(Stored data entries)

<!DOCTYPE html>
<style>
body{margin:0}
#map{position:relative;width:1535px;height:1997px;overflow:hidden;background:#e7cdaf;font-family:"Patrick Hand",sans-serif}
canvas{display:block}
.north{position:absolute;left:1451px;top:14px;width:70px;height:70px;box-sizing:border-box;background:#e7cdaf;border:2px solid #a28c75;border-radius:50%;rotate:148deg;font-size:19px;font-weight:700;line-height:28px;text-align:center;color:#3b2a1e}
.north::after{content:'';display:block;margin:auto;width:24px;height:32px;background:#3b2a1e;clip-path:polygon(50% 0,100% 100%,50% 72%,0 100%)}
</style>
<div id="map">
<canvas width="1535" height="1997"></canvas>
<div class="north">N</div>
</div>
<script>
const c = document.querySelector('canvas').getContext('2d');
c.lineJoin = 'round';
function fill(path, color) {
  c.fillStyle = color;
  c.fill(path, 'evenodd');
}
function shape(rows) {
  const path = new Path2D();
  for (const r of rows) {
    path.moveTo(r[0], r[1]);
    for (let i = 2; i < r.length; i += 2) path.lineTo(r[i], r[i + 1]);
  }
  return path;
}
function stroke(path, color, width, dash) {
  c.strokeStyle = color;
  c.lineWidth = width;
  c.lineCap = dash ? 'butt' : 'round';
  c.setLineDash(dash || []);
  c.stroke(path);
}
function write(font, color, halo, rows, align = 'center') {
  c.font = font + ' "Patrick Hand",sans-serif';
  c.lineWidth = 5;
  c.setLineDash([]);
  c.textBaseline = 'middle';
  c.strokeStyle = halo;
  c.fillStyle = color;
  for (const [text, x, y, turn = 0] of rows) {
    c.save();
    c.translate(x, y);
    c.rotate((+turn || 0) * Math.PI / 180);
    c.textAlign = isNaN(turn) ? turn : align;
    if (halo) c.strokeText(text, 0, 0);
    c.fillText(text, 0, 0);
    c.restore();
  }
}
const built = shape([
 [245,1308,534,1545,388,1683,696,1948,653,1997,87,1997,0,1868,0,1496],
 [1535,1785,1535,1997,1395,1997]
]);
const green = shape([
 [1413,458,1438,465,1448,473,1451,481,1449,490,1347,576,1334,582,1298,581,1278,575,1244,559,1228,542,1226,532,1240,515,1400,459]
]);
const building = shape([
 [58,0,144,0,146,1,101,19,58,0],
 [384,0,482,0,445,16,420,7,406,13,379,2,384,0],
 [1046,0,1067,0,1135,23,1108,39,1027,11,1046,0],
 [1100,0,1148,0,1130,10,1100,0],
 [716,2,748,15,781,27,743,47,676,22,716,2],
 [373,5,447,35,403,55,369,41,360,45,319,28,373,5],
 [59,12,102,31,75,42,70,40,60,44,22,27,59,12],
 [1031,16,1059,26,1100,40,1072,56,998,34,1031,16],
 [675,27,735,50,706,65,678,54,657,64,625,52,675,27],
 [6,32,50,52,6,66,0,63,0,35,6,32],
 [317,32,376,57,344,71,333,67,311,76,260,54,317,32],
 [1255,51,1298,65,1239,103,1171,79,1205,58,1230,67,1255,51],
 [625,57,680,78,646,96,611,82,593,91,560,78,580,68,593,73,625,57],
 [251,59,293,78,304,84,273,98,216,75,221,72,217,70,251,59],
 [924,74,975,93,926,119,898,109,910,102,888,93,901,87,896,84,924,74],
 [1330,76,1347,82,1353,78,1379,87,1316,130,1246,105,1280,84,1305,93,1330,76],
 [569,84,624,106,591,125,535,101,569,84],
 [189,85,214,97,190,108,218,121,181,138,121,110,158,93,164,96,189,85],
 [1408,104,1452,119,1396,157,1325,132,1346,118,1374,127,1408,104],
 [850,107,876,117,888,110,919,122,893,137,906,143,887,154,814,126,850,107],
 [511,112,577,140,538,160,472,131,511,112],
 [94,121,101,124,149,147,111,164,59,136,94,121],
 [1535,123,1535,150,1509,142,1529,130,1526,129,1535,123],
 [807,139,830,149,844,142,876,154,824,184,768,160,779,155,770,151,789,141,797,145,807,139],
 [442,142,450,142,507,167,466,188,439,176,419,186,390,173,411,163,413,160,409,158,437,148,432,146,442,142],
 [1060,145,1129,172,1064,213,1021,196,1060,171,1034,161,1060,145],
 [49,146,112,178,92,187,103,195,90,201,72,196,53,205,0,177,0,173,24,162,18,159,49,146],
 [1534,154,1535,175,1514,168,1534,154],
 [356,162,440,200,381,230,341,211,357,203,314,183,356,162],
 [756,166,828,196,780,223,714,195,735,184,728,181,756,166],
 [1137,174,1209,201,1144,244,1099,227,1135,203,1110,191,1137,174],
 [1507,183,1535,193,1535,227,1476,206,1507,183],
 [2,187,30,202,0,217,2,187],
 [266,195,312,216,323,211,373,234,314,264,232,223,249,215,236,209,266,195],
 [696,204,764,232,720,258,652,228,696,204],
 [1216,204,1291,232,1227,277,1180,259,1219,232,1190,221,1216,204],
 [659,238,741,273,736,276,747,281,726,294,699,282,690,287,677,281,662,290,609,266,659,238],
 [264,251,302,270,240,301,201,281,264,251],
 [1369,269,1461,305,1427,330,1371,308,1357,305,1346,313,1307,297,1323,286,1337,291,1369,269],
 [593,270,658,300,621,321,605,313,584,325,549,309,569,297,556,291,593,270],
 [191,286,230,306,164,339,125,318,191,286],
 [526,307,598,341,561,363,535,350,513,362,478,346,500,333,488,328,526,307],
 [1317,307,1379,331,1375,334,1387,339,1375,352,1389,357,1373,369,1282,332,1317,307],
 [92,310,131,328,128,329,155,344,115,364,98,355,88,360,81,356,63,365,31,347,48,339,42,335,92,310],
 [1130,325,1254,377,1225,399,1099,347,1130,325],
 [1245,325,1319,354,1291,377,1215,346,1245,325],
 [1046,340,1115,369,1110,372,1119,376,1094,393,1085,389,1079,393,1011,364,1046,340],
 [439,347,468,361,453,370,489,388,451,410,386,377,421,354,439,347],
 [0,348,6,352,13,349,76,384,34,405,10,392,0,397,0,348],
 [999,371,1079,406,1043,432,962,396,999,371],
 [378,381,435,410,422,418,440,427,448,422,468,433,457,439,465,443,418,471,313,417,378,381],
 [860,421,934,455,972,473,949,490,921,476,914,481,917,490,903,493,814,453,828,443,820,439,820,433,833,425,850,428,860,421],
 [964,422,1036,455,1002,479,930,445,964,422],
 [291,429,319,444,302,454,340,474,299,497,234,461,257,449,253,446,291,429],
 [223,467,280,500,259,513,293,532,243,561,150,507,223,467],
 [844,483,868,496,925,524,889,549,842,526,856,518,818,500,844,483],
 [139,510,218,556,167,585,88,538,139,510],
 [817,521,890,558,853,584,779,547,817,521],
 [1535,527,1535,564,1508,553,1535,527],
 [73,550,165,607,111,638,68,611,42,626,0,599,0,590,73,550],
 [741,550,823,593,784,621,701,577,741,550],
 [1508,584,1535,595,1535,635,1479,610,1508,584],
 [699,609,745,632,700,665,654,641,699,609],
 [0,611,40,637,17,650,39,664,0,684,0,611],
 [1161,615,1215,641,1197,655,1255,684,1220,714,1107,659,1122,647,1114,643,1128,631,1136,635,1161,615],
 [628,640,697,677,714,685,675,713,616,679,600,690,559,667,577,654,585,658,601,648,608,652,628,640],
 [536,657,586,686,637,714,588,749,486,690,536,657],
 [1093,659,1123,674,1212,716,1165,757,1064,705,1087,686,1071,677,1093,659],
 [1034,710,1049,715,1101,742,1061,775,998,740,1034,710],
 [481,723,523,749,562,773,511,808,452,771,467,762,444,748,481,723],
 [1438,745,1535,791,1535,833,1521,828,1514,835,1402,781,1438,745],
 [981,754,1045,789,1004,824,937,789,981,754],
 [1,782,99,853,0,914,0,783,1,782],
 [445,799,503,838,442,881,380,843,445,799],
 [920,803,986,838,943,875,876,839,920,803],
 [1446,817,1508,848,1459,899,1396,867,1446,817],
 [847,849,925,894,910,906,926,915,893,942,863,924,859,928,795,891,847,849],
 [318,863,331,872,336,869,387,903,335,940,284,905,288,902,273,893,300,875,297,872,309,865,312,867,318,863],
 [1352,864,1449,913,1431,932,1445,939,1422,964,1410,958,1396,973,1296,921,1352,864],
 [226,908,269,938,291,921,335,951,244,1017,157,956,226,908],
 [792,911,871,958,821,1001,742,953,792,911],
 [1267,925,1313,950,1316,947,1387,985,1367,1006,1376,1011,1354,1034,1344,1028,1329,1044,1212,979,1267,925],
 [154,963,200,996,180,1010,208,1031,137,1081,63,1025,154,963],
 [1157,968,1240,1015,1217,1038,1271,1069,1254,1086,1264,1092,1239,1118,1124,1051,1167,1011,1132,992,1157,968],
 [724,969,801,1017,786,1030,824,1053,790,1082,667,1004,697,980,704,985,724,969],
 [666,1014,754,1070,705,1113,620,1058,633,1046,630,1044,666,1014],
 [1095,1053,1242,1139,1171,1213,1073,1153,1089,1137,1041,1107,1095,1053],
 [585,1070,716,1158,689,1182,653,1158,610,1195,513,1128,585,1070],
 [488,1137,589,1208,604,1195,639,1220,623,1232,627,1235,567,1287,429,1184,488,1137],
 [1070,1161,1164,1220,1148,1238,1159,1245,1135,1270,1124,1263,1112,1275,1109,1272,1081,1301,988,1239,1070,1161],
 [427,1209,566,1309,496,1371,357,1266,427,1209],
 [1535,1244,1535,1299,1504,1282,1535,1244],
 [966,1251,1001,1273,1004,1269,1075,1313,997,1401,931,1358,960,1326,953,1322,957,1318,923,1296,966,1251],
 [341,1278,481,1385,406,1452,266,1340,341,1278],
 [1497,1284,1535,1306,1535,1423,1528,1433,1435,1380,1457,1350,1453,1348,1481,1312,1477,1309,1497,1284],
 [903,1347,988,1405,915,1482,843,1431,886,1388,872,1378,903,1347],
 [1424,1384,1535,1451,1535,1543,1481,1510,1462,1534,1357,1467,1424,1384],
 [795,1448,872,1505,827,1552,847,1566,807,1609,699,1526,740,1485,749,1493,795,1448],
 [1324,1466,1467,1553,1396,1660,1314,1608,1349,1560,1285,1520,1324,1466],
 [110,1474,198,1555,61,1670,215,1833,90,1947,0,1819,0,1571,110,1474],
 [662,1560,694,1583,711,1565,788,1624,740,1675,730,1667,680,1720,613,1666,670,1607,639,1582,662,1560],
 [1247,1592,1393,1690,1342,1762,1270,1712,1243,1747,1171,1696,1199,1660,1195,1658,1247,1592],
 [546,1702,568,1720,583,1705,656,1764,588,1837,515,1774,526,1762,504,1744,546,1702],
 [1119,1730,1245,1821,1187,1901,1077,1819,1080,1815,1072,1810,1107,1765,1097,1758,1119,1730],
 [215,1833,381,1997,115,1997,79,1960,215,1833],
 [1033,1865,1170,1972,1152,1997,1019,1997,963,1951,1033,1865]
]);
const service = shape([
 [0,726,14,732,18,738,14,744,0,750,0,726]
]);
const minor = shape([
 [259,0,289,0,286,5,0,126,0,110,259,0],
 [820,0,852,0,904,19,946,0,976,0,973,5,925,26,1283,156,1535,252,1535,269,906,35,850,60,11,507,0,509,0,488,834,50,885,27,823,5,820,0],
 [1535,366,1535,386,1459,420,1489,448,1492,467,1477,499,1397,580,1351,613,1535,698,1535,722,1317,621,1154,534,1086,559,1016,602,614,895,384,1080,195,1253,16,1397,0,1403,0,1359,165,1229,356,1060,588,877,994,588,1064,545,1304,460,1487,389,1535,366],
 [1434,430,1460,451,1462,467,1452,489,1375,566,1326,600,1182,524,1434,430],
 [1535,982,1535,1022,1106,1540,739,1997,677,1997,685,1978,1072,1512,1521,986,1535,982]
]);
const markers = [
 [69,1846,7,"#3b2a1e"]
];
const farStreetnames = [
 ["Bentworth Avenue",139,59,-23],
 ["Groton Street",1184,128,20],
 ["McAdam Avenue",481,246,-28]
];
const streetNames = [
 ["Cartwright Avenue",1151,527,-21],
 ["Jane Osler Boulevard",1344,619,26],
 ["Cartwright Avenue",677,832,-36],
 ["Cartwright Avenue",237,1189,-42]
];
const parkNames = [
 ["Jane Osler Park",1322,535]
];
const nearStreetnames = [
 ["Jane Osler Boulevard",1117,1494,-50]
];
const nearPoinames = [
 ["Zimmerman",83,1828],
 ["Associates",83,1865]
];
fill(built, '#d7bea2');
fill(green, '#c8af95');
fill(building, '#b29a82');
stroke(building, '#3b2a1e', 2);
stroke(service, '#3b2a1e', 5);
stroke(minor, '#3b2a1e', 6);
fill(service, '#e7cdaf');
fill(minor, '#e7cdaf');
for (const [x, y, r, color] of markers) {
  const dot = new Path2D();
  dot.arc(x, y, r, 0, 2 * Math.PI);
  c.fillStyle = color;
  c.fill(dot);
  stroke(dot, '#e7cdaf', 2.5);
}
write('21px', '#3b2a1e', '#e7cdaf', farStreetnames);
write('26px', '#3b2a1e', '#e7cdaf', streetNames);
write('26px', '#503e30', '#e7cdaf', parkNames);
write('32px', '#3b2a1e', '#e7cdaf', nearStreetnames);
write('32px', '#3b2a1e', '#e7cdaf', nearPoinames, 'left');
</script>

- Exercise requirements: The lines from the beginning of the records through the line containing "for (const r" should be reproduced exactly. Include nothing else.

- Written response:
<!DOCTYPE html>
<style>
body{margin:0}
#map{position:relative;width:1535px;height:1997px;overflow:hidden;background:#e7cdaf;font-family:"Patrick Hand",sans-serif}
canvas{display:block}
.north{position:absolute;left:1451px;top:14px;width:70px;height:70px;box-sizing:border-box;background:#e7cdaf;border:2px solid #a28c75;border-radius:50%;rotate:148deg;font-size:19px;font-weight:700;line-height:28px;text-align:center;color:#3b2a1e}
.north::after{content:'';display:block;margin:auto;width:24px;height:32px;background:#3b2a1e;clip-path:polygon(50% 0,100% 100%,50% 72%,0 100%)}
</style>
<div id="map">
<canvas width="1535" height="1997"></canvas>
<div class="north">N</div>
</div>
<script>
const c = document.querySelector('canvas').getContext('2d');
c.lineJoin = 'round';
function fill(path, color) {
  c.fillStyle = color;
  c.fill(path, 'evenodd');
}
function shape(rows) {
  const path = new Path2D();
  for (const r of rows) {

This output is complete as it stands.